2. The computer-implemented method of claim 1, wherein determining
the positional relationship between the user and the computing
device comprises: detect a change in position or orientation of the
computing device based on an inertial measurement unit of the
computing device.
3. The computer-implemented method of claim 2, wherein determining
whether the speech is in the first language or the second language
based on the determined positional relationship to obtain the
determined language comprises: determining a most recent language
corresponding to a most recently received audio signal preceding
the first time; switching from the most recent language to the
determined language such that the determined language is: (i) the
second language when the most recent language is the first
language, or (ii) the first language when the most recent language
is the second language.
4. The computer-implemented method of claim 1, wherein: the
microphone comprises a beamforming microphone array comprising a
plurality of directional microphones; receiving the audio signal
representing speech of the user comprises receiving an audio
channel signal at each of the plurality of directional microphones;
determining the positional relationship between the user and the
computing device comprises determining a direction to the user from
the computing device based on the audio channel signals; and
determining whether the speech is in the first language or the
second language is based on the determined direction.
5. The computer-implemented method of claim 4, further comprising
associating, at the computing device, the first language with a
first direction and the second language with a second direction,
wherein determining whether the speech is in the first language or
the second language based on the determined direction comprises
comparing the determined direction to the first direction and
second direction and selecting the first language or the second
language based on the comparison.
6. The computer-implemented method of claim 1, wherein obtaining
the machine translation of the speech represented by the audio
signal comprises obtaining a confidence score indicative of a
degree of accuracy that the machine translation accurately
represents an appropriate translation of the audio signal, the
method further comprising outputting an indication of the
confidence score.
7. The computer-implemented method of claim 6, wherein the
indication of the confidence score is output when the confidence
score fails to satisfy a confidence threshold.
8. The computer-implemented method of claim 6, wherein outputting
the indication of the confidence score comprises modifying the
audio representation of the machine translation.
9. The computer-implemented method of claim 8, wherein modifying
the audio representation of the machine translation comprises
modifying at least one of a pitch, tone, emphasis, inflection,
intonation, and clarity of the audio representation.
10. The computer-implemented method of claim 1, wherein determining
whether the speech is in the first language or the second language
is further based on audio characteristics of the audio signal, the
audio characteristics comprising at least one of intonation,
frequency, timbre, and inflection.
11. A computing device, comprising: at least one microphone; at
least one speaker; one or more processors; and a non-transitory
computer-readable storage medium having a plurality of instructions
stored thereon, which, when executed by the one or more processors,
cause the one or more processors to perform operations comprising:
receiving, at the at least one microphone, an audio signal
representing speech of a user in a first language or in a second
language at a first time; determining a positional relationship
between the user and the computing device at the first time;
determining whether the speech is in the first language or the
second language based on the determined positional relationship to
obtain a determined language; obtaining a machine translation of
the speech represented by the audio signal based on the determined
language, wherein the machine translation is: (i) in the second
language when the determined language is the first language, or
(ii) in the first language when the determined language is the
second language; outputting, from the speaker, an audio
representation of the machine translation.

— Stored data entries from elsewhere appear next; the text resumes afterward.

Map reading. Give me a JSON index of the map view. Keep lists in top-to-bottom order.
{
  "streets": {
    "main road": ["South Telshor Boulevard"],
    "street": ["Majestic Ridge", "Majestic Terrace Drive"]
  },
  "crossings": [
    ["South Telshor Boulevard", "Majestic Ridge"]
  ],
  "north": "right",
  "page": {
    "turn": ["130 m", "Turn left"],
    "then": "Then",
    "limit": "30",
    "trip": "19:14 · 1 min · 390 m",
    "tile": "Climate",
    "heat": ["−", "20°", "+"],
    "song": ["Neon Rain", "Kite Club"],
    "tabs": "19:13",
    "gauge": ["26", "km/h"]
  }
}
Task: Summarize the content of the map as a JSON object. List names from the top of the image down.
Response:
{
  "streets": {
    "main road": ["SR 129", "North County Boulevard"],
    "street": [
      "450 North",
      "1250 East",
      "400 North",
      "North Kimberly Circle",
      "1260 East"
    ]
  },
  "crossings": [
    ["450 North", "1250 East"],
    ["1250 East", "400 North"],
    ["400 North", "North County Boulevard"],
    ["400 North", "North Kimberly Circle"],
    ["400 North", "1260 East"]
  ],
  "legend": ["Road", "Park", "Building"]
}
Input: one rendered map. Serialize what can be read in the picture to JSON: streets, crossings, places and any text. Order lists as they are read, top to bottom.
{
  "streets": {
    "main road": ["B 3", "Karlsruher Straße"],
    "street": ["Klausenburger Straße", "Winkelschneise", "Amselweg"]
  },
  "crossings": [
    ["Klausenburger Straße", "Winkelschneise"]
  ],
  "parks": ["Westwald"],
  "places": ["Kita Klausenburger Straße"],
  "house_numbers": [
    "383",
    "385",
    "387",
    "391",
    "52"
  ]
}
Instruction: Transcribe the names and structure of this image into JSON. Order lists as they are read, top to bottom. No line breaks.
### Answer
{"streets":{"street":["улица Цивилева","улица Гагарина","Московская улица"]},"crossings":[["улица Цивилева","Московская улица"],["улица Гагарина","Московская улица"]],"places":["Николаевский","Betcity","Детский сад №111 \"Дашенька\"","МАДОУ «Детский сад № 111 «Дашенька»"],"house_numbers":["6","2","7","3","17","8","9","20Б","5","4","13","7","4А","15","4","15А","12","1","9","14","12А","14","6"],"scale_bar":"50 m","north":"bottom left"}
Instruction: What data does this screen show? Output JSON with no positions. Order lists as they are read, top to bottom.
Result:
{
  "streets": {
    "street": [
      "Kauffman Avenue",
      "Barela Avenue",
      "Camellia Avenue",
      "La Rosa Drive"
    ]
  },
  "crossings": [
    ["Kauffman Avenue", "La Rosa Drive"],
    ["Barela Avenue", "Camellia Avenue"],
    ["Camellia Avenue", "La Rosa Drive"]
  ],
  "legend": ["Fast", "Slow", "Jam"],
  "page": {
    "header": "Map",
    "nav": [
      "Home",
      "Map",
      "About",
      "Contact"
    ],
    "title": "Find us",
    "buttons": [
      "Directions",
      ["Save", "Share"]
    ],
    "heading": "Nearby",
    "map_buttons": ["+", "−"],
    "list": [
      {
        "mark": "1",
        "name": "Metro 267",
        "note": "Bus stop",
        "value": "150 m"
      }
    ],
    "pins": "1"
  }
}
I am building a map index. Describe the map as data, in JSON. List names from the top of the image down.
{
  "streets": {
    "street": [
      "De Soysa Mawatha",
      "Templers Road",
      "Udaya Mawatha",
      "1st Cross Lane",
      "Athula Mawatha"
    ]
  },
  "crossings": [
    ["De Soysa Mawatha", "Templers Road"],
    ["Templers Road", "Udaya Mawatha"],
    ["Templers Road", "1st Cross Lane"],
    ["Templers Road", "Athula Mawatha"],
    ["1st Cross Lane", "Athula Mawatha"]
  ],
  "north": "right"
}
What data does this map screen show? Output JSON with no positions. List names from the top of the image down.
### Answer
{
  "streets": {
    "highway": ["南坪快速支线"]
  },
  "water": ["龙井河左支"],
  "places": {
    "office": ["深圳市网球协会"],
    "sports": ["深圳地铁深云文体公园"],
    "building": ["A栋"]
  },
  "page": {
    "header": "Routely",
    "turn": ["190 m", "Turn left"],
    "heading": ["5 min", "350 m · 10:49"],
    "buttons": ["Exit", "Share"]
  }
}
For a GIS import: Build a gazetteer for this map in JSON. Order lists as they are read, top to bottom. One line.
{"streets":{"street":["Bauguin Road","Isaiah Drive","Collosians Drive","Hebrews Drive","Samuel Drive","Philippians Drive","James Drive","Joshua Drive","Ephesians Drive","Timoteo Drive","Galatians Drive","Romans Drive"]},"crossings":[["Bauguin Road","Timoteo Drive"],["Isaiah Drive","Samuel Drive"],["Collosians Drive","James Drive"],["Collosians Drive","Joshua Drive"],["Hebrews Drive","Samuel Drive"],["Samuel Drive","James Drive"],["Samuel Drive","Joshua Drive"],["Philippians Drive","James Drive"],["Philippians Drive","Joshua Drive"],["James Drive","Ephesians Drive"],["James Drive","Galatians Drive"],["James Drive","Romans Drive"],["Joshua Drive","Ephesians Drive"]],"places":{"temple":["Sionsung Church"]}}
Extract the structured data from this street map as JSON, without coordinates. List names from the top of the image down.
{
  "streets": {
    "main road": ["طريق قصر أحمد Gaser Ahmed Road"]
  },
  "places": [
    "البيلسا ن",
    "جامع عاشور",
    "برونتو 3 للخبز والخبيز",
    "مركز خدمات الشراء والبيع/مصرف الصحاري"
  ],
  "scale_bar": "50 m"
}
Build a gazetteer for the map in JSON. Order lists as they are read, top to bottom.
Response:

12. The computing device of claim 11, wherein determining the
positional relationship between the user and the computing device
comprises: detect a change in position or orientation of the
computing device based on an inertial measurement unit of the
computing device.
13. The computing device of claim 12, wherein determining whether
the speech is in the first language or the second language based on
the determined positional relationship to obtain the determined
language comprises: determining a most recent language
corresponding to a most recently received audio signal preceding
the first time; switching from the most recent language to the
determined language such that the determined language is: (i) the
second language when the most recent language is the first
language, or (ii) the first language when the most recent language
is the second language.
14. The computing device of claim 11, wherein: the at least one
microphone comprises a beamforming microphone array comprising a
plurality of directional microphones; receiving the audio signal
representing speech of the user comprises receiving an audio
channel signal at each of the plurality of directional microphones;
determining the positional relationship between the user and the
computing device comprises determining a direction to the user from
the computing device based on the audio channel signals; and
determining whether the speech is in the first language or the
second language is based on the determined direction.
15. The computing device of claim 14, wherein the operations
further comprise associating the first language with a first
direction and the second language with a second direction, wherein
determining whether the speech is in the first language or the
second language based on the determined direction comprises
comparing the determined direction to the first direction and
second direction and selecting the first language or the second
language based on the comparison.
16. The computing device of claim 11, wherein obtaining the machine
translation of the speech represented by the audio signal comprises
obtaining a confidence score indicative of a degree of accuracy
that the machine translation accurately represents an appropriate
translation of the audio signal, the method further comprising
outputting an indication of the confidence score.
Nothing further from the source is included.